I was running today, along a route I’ve run dozens of times. I stepped on something incorrectly and a lot of pain. A LOT OF PAIN. I hobbled a couple of kilometres to my friend’s place and was able to get a ride back home after they finished the run I was supposed to accompany them on. My plan to run 50km today was cut down to 9km. My ankle is very visibly swollen. I have faith it will heal quickly. But all these setbacks are getting discouraging.
In other running information, I drove all of 60km in Canada last week. I ran approximately 85km. But I also took a flight to Seattle and drove 50.8 miles. And I don’t see me doing better this week.
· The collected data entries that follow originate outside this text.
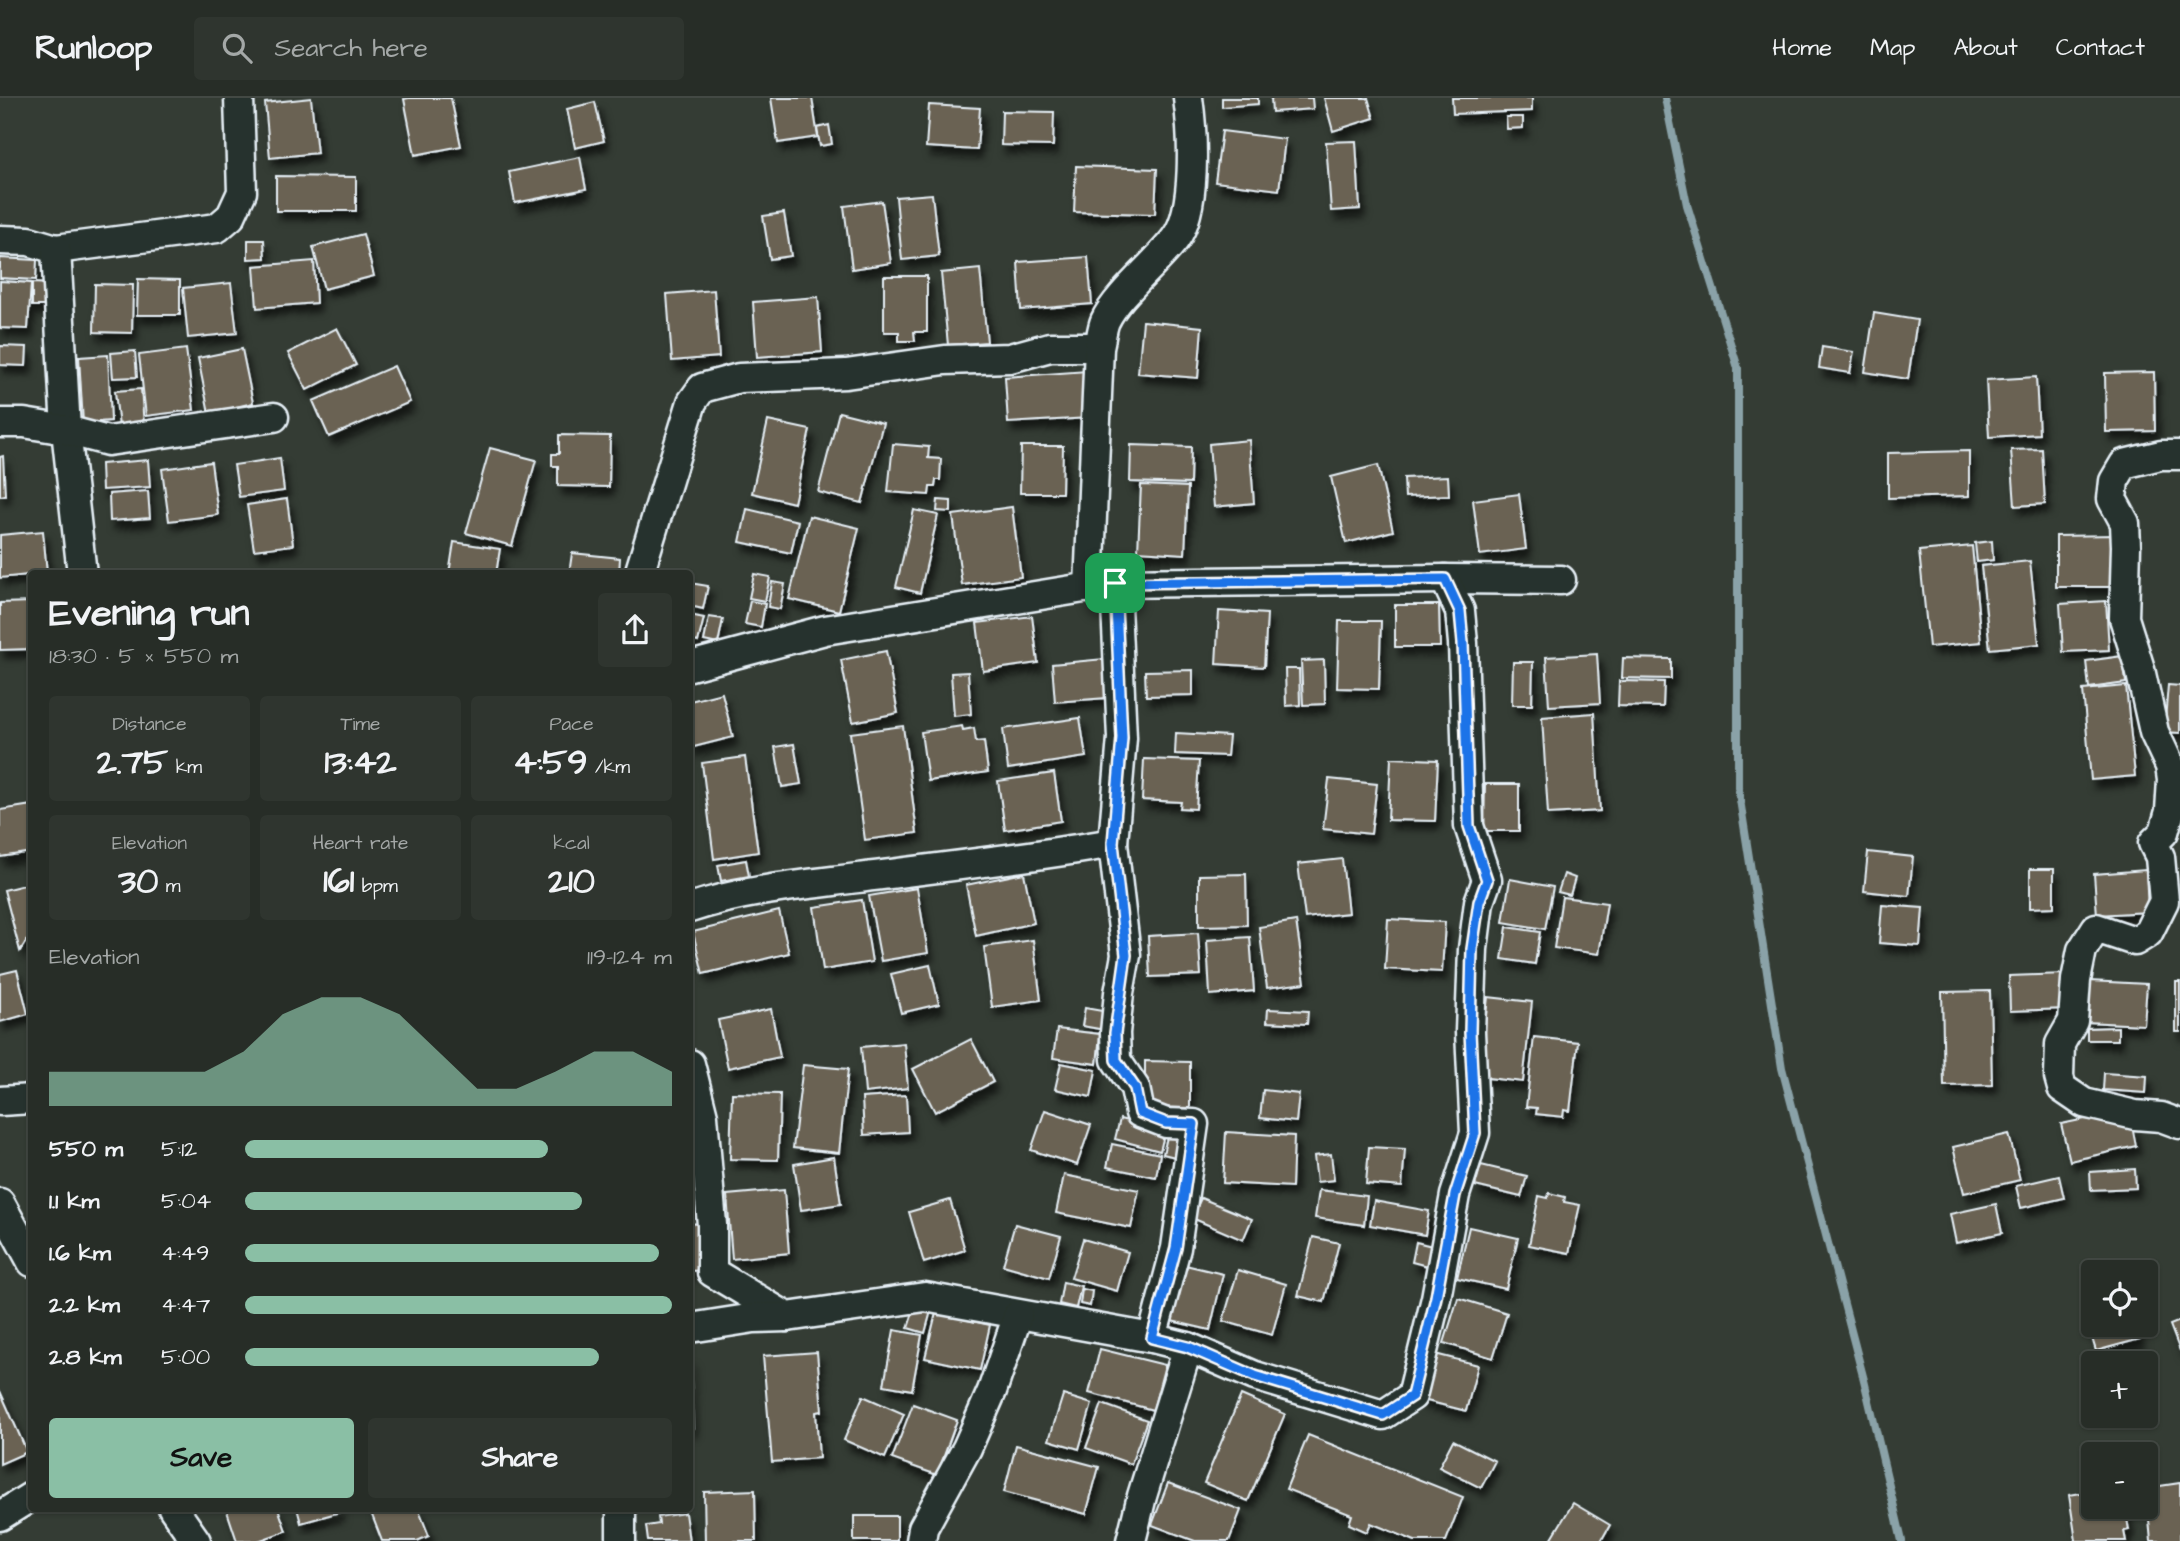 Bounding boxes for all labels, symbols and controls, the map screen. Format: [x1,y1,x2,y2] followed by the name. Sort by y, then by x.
[194,17,684,80] search box
[35,25,152,71] text: Runloop
[218,29,256,67] icon: search
[274,30,428,66] text: Search here
[1772,31,1832,65] text: Home
[1870,31,1915,65] text: Map
[1953,31,2018,65] text: About
[2056,31,2145,65] text: Contact
[1085,553,1145,613] pin
[1096,564,1134,602] icon: arrive
[49,588,250,640] text: Evening run
[598,593,672,667] button: share
[49,640,238,672] text: 18:30 · 5 × 550 m
[113,711,186,738] text: Distance
[341,711,380,738] text: Time
[549,711,594,738] text: Pace
[97,738,168,787] text: 2.75
[325,738,396,787] text: 13:42
[513,738,587,787] text: 4:59
[168,754,202,781] text: km
[587,754,630,781] text: /km
[112,830,187,857] text: Elevation
[313,830,408,857] text: Heart rate
[553,830,590,857] text: kcal
[118,857,158,906] text: 30
[323,857,354,906] text: 161
[548,857,595,906] text: 210
[158,873,181,900] text: m
[354,873,398,900] text: bpm
[49,941,140,973] text: Elevation
[587,941,672,973] text: 119–124 m
[49,1133,123,1165] text: 550 m
[161,1133,197,1165] text: 5:12
[49,1185,99,1217] text: 1.1 km
[161,1185,211,1217] text: 5:04
[49,1237,111,1269] text: 1.6 km
[161,1237,209,1269] text: 4:49
[2081,1260,2158,1519] map controls
[2081,1260,2158,1337] button: locate
[49,1289,120,1321] text: 2.2 km
[161,1289,210,1321] text: 4:47
[49,1341,122,1373] text: 2.8 km
[161,1341,210,1373] text: 5:00
[2081,1351,2158,1428] button: +
[49,1418,354,1498] button: Save
[368,1418,672,1498] button: Share
[2081,1442,2158,1519] button: −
I’m staying off my ankle as much as possible.

Stairs removed for safety reasons

Scona road has been shut down. So far, I’ve been enjoying this.
Now don’t get me wrong, I like Scona road. It is my route of choice if I am returning from downtown. But since it has been closed for construction, there is a lot less traffic on Saskatchewan drive. It is so easy to cross it now when I’m out for a run.
If I want to run that route though, I figured I could take the secret path down to the running trails. Then there is nothing stopping me from enjoying the fully operational river valley. I wanted to do that today. With the fact that I was sleeping most of the day, I wanted to cap off my total laziness with a 20km run. I would go down to the river valley and then head west. But I had a lot of trouble finding the secret path today, so I had to use a street instead. It removed a bit of distance, so I had to make it up later.
But, I would take the secret path back. It is impossible to miss from below. So, after 18km, I went up the muddy trail and started climbing the stairs back to Saskatchewan drive. Wait a minute. Where are those stairs.
They were gone. All that remained were some piles to prove that they had been there. So, with some death defying stunts, I clambered over the railing and back up to Saskatchewan drive, next to a sign I had missed earlier. “Stairs removed for safety reasons.”
What safety reasons?! I nearly got myself killed because you decided to remove them! I certainly didn’t feel safer.
Who authorized the removal of a running trail in Edmonton? That’s a hanging offence!


My opinion of driving in America has been somewhat tainted by Los Angeles. I assume it will take forever, and be confusing, to drive within a US city. But Seattle was nicely laid out and I didn’t have too much of an issue. I drove 50.8 miles though, so I don’t think I will reach my running goal this week. If I tracked from Wednesday to Wednesday I would totally have it made, but that would be unethical.
There were two interviews. I think the first one went well. It was actually fun; I was given a programming problem and had to find a solution. The second interview didn’t go as well. I didn’t flub it, but it was dealing with an area I wasn’t too familiar with. Could have gone better.
In any case it was a nice experience. The company had a wonderful layout and an impressive building. Interesting art too. It would be nice to work there.
Yesterday, when I should have been studying for the interview, I was dealing with another interview test with a different company. I thought I had provided a good answer, but I just received an email saying “No, thanks for trying.” I’m hoping I can get from them a reason why; where did my program fail. It worked on my machine.
So I’m feeling a bit down right now. I’d like to believe I’m intelligent, and employable, but evidence is starting to mount otherwise. Are my skills out of date?

On My Way

I’m not in Seattle yet. But the Vancouver airport appears to have free wireless.
I’m nervous and I didn’t get enough sleep. I should be studying a bit for the interviews, or I could take a nap.